The figures represent good news for the Obama administration in its effort to contain the growth of healthcare costs, though experts disagreed on how much the federal healthcare reform law has played a role.
Total medical expenditures in the United States reached $2.9 trillion last year, the Centers for Medicare and Medicaid Services (CMS) said in an annual report.
The total share of the economy devoted to health remained largely the same, at 17.4 percent, while health spending per person was $9,255, up from $8,915 in 2012, the report stated.
"This report is another piece of evidence that our efforts to reform the healthcare delivery system are working," said CMS Administrator Marilyn Tavenner in a statement.
Civil servants who prepared the report said ObamaCare influenced the slowdown but said the economy was the biggest factor.
"The most prominent provisions of the Affordable Care Act were implemented in 2014 and will be discussed in our historical report next year," said Micah Hartman, a statistician in the Office of the Actuary at CMS.
The conflicting emphases highlight a perennial policy debate over the historically low rise in medical spending over the last five years.

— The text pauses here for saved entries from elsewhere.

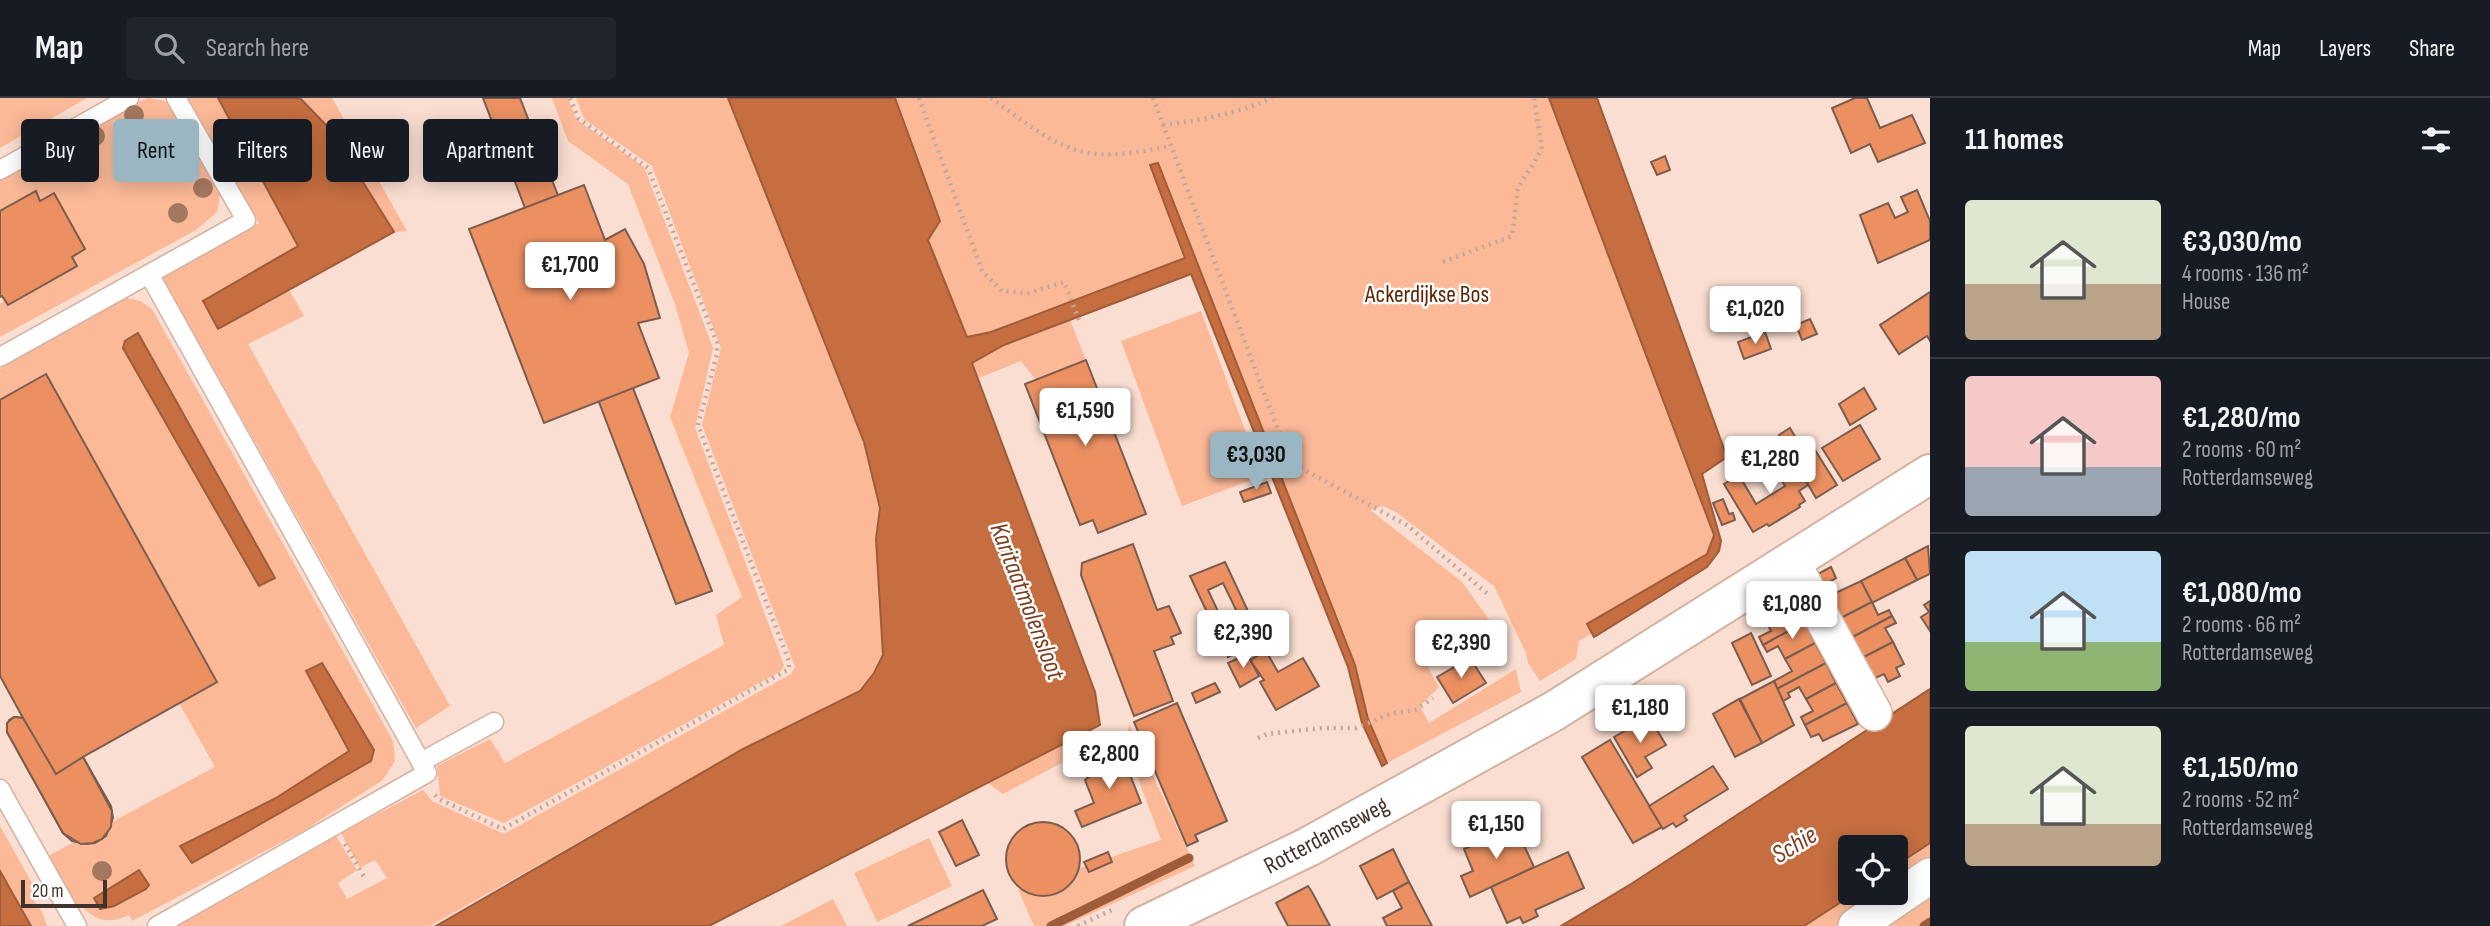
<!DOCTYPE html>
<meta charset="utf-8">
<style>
:root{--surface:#171b24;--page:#20242c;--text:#f1f3f6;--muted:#9ea1a6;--line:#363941;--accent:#9ab6c3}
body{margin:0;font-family:"Sofia Sans Condensed",sans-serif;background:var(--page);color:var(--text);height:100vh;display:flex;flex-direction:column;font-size:26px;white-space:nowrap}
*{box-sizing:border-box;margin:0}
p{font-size:23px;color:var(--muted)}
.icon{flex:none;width:38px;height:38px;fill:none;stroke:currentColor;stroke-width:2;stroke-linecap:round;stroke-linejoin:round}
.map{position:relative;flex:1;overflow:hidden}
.side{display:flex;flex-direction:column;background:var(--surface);width:560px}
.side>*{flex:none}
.hud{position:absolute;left:21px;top:21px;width:665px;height:63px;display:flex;gap:14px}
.controls{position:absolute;left:1838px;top:737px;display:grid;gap:14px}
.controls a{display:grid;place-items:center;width:70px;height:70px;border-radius:7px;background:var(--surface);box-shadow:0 4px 18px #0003;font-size:35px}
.scale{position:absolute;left:21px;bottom:18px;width:86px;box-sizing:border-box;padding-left:7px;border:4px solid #40332d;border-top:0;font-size:19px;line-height:24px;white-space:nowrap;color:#40332d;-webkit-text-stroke:5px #fff;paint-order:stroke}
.price{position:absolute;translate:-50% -60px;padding:0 16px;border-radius:7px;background:#fff;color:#222;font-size:23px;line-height:46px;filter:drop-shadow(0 2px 4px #0008)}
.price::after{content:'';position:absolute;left:50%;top:42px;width:21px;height:16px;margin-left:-10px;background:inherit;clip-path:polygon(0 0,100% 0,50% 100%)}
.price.current{background:var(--accent);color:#111}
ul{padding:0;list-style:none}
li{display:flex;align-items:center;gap:21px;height:175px;padding:0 35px}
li+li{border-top:2px solid var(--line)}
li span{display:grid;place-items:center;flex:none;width:196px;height:140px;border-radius:7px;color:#555}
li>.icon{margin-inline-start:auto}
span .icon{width:84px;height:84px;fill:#fffc;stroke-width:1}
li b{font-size:30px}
h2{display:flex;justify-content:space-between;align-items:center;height:84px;padding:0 35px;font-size:30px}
.tag{padding:0 24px;border-radius:7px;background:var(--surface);box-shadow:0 4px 18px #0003;font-size:24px;line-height:63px}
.tag.current{background:var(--accent);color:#111}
header{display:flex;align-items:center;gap:42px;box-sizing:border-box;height:98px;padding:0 35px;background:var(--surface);border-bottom:2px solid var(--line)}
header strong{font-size:33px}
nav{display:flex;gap:38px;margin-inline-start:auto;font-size:24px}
.search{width:490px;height:63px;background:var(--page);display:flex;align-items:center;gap:18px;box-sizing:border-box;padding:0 24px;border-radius:7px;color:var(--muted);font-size:26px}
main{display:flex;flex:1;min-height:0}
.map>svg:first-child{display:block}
.green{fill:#fbb998;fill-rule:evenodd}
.water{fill:#c66e40;stroke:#9e5c3a;stroke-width:2}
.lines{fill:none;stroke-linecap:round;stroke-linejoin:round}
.stream{stroke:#9e5c3a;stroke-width:9}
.building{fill:#ec9062;stroke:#7b5d4f;stroke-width:2}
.lane-casing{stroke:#d3b2a2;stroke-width:21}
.street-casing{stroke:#d3b2a2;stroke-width:38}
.secondary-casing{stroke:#d3b2a2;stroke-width:42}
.path{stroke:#c0a89e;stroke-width:4.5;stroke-dasharray:2 5;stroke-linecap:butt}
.lane{stroke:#fff;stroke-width:18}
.street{stroke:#fff;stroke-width:35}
.secondary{stroke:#fff;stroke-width:38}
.tree{fill:#a4785e}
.labels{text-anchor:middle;stroke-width:5;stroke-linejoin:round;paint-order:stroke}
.park-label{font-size:24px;fill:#5d2400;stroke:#fff}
.street-label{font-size:24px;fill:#40332d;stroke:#fff}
.water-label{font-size:26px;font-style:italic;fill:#7b3f1f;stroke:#fff}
</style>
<header>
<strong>Map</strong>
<div class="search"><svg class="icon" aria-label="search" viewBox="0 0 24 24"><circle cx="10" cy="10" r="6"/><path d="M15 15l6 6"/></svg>Search here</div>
<nav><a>Map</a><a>Layers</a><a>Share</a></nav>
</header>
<main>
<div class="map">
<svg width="1930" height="828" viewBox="0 0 1930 828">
<rect width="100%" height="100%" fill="#faded1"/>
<g class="green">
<path d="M0,0H87L0,50Z"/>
<path d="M149,0L170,4L220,97L217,114L196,132L0,239V206L4,203L0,196V81L134,5Z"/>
<path d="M188,0H218L298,149L203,203L218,231L289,192L304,218L248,246L450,608L416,630L162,179L259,125Z"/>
<path d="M300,0H332L407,133L394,134L330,31Z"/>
<path d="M552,0H568L576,21L644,69L713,250L695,330L784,567L781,573L504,725L440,698L437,668L490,641L505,665L724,547L716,517L742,499L670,319L689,255L675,206L628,86L568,43Z"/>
<path d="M576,0H728L864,344L880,410L876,441L883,557L874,575L860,593L743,651L430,828H173L336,738L357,772L338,785L347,801L387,780L375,762L360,770L341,735L423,692L432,703L504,736L791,576L795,569L702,327L721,250L652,68L584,21Z"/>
<path d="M866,0H1564L1702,389L1718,440L1708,462L1579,543L1576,561L1540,583L1528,565L1526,555L1494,488L1396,414L1383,408L1370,412L1462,484L1493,527L1424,562L1439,589L1420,608L1429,625L1516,571L1521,594L1387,665L1368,621L1355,567L1305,437L1193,167L963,250Z"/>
<path d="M126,200L140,203L152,211L393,643L395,663L383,682L303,733L132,823L129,817C110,826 96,824 82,808L76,811L48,758L215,669L179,605L217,583L46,277L0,302V271L100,211ZM138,236L275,479L259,488L124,251L125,243ZM306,573L371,663L180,748L276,700L349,652Z"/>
<path d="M1201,213L1262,378L1182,408L1121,243Z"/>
<path d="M1070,222L1086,262L1036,282L1021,263L976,281L972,265L1004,247Z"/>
<path d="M1129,626L1195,768L1064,828H1034L1018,791L1161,742L1126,648Z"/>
<path d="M1077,638L1086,652L1003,696L988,685Z"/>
<path d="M0,728L37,794L31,799L42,814L47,828H31L0,773Z"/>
<path d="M929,740L952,788L877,824L854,775Z"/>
<path d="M1930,745V828H1804L1855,795L1895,794V768Z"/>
<path d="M833,801L847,828H781Z"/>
</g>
<g class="water">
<path d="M218,0H300L330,31L394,134L218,231L203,203L298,148Z"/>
<path d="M728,0H895L940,123L928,142L967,239L991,234L1185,160L1150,67L1158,65L1355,567L1368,621L1387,665L1382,668L1362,625L1348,569L1191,176L1004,247L972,265L1095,594L1100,627L709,828H436L743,651L860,593L874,575L883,557L876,441L880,410L864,344Z"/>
<path d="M1549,0H1597L1727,359L1702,376L1721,443L1719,453L1707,469L1594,539L1587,526L1707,456L1714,437Z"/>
<path d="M138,235L275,480L259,488L123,250L125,243Z"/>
<path d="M322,565L374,652L371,663L192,765L180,748L276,700L349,653L306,573Z"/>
<path d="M1930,591V745L1895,768V749H1850V794L1855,795L1804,828H1561L1631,786Z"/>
<path d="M139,772L149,787L146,791L114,808L100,811L94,800Z"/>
<path d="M0,773L31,828H0Z"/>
</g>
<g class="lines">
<g class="stream">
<path d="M1051,828L1189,760"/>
<path d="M1924,828L1930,824"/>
</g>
</g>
<g class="building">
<path d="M483,0H520L712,493L676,506Z"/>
<path d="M1855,0H1867L1880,30L1912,17L1925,45L1878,64L1870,46L1851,55L1832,10Z"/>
<path d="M1665,58L1670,72L1657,77L1651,64Z"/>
<path d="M584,87L605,142L625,131L644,166L660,220L638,225L659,280L544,325L469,131Z"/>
<path d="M1917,92L1930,123V142L1878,165L1860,117L1888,105L1895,120L1908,114L1901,99Z"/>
<path d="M36,93L40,103L54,95L85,151L72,159L77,168L8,207L2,198L0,199V113Z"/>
<path d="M1930,194V243L1927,238L1899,256L1880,227Z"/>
<path d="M1810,221L1817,236L1802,242L1796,227Z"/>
<path d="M1765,234L1771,251L1744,261L1738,244Z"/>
<path d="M1086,262L1146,416L1098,435L1093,422L1080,427L1025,286Z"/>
<path d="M46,276L217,584L83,659L111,708L113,720L106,738L95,745L86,746L72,743L63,735L7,634L9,622L14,619L23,620L0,578V302Z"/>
<path d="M1864,290L1876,311L1850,327L1839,306Z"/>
<path d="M1860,327L1880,361L1843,383L1822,350Z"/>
<path d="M1790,330L1806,357L1815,352L1837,387L1816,400L1779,337Z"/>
<path d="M1790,356L1808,387L1799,393L1805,403L1799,407L1800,409L1769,428L1767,426L1753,434L1724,386L1739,377L1756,406L1785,388L1772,366Z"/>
<path d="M1267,384L1271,395L1244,404L1240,394Z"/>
<path d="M1723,401L1729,416L1733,415L1735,422L1722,427L1713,405Z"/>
<path d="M1133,446L1157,512L1169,508L1181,535L1171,539L1174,546L1154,553L1173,603L1134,618L1081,477L1082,465Z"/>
<path d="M1928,448L1930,476L1917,482L1905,460Z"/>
<path d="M1905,460L1917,482L1872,505L1861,483Z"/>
<path d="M1225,464L1262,543L1253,547L1223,485L1208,492L1237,554L1228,559L1190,478Z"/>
<path d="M1831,469L1836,480L1824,487L1818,476Z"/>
<path d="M1861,483L1872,504L1841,520L1829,498Z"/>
<path d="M1789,496L1805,524L1763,547L1759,539L1771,533L1764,520L1781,511L1777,504Z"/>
<path d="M1930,503V533L1921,519L1929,514L1924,507Z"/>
<path d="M1872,504L1878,517L1889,512L1892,518L1851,540L1841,520Z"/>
<path d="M1892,518L1896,525L1885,530L1893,544L1862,560L1851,540Z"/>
<path d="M1805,524L1815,545L1785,561L1778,548L1767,554L1763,547Z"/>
<path d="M1751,535L1771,578L1752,587L1732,545Z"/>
<path d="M1893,544L1904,566L1896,570L1900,578L1888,584L1884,576L1873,581L1862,560Z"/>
<path d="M1815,545L1826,565L1777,591L1774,583L1792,573L1785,561Z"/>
<path d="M1266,553L1278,574L1303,560L1319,588L1276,612L1260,584L1264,582L1250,562Z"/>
<path d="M1247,556L1259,578L1240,589L1228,565Z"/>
<path d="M1470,560L1486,585L1453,605L1437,579Z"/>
<path d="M1826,565L1836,585L1806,601L1799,589L1788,595L1790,599L1783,603L1777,591Z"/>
<path d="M1774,583L1794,627L1762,645L1740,601Z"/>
<path d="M1215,585L1220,594L1196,605L1192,595Z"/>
<path d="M1836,585L1847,605L1805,627L1801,619L1813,613L1806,601Z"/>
<path d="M1739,601L1762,645L1735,659L1713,616Z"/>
<path d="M1177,605L1227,723L1195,737L1198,743L1187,748L1134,624Z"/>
<path d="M1847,605L1858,626L1823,643L1819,636L1811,639L1805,627Z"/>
<path d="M14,619L23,620L56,676L83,659L112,713L111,729L102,741L93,745L81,746L63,735L7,634V625Z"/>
<path d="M1649,619L1666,647L1645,659L1652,670L1637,679L1614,639Z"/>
<path d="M1610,642L1662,729L1633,745L1582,659Z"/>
<path d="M1120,651L1141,705L1082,729L1075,713L1094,705L1085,682L1097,672L1112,667L1108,655Z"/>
<path d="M1713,668L1728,691L1684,718L1687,722L1676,729L1673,725L1663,731L1649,708Z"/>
<path d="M962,722L979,757L956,768L939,734Z"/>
<circle cx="1043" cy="761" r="37"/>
<path d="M1515,728L1534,769L1470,799L1461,778L1473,773L1464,751Z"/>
<path d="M1393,751L1409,784L1377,801L1360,768Z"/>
<path d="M1108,754L1112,764L1089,774L1084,764Z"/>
<path d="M1568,754L1584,790L1535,812L1538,818L1523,825L1520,819L1507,825L1491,789Z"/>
<path d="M1409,784L1432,828H1387L1383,820L1402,810L1393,793Z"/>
<path d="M1308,788L1312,794L1330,828H1288L1276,805Z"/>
<path d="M983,792L997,821L982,828H908Z"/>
</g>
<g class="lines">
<g class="lane-casing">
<g id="lane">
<path d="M0,72L129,0"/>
<path d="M149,176L427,675L157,828"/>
<path d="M0,259L246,122L176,0"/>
<path d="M421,664L494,624"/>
<path d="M0,691L77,828"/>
</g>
</g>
<g class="street-casing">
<g id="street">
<path d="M1792,464L1874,615"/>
<path d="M1856,828L1930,778"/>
</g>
</g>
<g class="secondary-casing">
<path id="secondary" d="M1144,828L1308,749L1554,613L1930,376"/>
</g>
<g class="path">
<path d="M919,0L982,173L1002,193L1029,195L1064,184L1080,225"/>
<path d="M991,0C1019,19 1050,47 1084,54C1112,60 1143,53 1171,48"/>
<path d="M1153,0L1278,332L1299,369L1407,427L1490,498"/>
<path d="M1163,27C1201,22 1237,16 1272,0"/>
<path d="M1443,164L1512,138L1518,90L1542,51L1534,0"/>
<path d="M1258,640L1267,636L1322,630H1356L1390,616L1415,612L1433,600"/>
<path d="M435,697L439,701L503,731L789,571V563L698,327L717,256V245L648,70L578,20L570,0"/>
<path d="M345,746L364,779"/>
<path d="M1078,828L1116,810"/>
</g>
<use href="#lane" class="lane"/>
<use href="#street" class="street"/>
<use href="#secondary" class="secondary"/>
</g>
<g class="tree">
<circle cx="134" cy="17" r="10"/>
<circle cx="173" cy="34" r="10"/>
<circle cx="95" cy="38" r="10"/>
<circle cx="72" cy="50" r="10"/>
<circle cx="188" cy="61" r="10"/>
<circle cx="32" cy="74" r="10"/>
<circle cx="203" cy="90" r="10"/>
<circle cx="178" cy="115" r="10"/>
<circle cx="102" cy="773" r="10"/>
</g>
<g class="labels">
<g class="park-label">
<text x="1427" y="204">Ackerdijkse Bos</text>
</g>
<g class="street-label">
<text transform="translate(1326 737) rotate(-28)" y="8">Rotterdamseweg</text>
</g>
<g class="water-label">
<text transform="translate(1028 503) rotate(69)" y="9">Karitaatmolensloot</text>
<text transform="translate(1794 746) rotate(-31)" y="9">Schie</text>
</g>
</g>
</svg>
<div class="controls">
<a><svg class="icon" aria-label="locate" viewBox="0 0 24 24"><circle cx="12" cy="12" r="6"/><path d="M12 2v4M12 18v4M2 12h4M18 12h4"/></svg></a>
</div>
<div class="scale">20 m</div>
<b class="price" style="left:570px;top:204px">€1,700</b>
<b class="price" style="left:1755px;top:248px">€1,020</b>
<b class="price" style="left:1085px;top:350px">€1,590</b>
<b class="price current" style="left:1256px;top:394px">€3,030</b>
<b class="price" style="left:1770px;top:398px">€1,280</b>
<b class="price" style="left:1792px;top:543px">€1,080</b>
<b class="price" style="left:1243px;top:572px">€2,390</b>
<b class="price" style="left:1461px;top:582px">€2,390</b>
<b class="price" style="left:1640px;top:647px">€1,180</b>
<b class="price" style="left:1109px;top:693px">€2,800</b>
<b class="price" style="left:1496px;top:763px">€1,150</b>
<div class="hud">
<a class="tag">Buy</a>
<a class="tag current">Rent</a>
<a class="tag">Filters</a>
<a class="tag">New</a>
<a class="tag">Apartment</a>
</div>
</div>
<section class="side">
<h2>11 homes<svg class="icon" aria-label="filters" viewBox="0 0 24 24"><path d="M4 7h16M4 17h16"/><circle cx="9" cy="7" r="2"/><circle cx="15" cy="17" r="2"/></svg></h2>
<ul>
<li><span style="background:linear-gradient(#dfe7d0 60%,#b9a48a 0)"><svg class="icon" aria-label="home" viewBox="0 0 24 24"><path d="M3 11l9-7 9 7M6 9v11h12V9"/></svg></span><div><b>€3,030/mo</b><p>4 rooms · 136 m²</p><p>House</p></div></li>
<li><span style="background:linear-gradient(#f6c9c9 65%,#9aa5b1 0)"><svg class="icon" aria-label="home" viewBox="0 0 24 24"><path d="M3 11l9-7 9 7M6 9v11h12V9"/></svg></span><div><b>€1,280/mo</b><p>2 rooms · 60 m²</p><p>Rotterdamseweg</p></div></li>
<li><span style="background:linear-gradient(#bfe0f5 65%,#8fb573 0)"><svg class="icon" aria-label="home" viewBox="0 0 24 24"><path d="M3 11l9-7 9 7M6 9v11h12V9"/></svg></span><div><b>€1,080/mo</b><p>2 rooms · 66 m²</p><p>Rotterdamseweg</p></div></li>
<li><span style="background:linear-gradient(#dfe7d0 70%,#b9a48a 0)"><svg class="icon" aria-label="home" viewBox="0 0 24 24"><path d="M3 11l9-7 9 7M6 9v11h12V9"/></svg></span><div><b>€1,150/mo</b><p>2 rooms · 52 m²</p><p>Rotterdamseweg</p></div></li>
</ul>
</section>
</main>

Supporters of the Affordable Care Act are eager to tie the trend to the law's reforms, while actuaries say the relationship between economic growth and health spending is a more likely factor.
The White House touted the news as evidence ObamaCare is working.
"The Affordable Care Act has also made a meaningful contribution to recent trends by introducing payment reforms in Medicare and other public programs," wrote Jason Furman, chairman of the Council of Economic Advisers, in a blog post Wednesday.
"These reforms … are generating significant savings in Medicare and, if recent research results are correct, catalyzing changes in the private sector that are generating additional savings."
Republican leaders on Capitol Hill did not respond to requests for comment.
The slowdown described in the report was apparent across major sectors of the healthcare market. The 3.6 percent rate of growth represents a deceleration since last year, when health spending rose 4.1 percent.
Experts pointed to slower growth in spending for Medicare and private health insurance as the most important reasons for the trend. Health insurance premium growth slowed from 4 percent in 2012 to 2.8 percent last year, while Medicare spending rose 3.4 percent, compared with 4 percent.
Other sectors saw their rates of spending increase, exerting upward pressure on the total numbers.
In Medicaid, expenditures rose 6.1 percent, to $449.4 billion or 15 percent of total health spending. The total cost of retail prescription drugs also rose 2.5 percent, the report stated.
The figures were published Wednesday afternoon in the online version of the journal Health Affairs.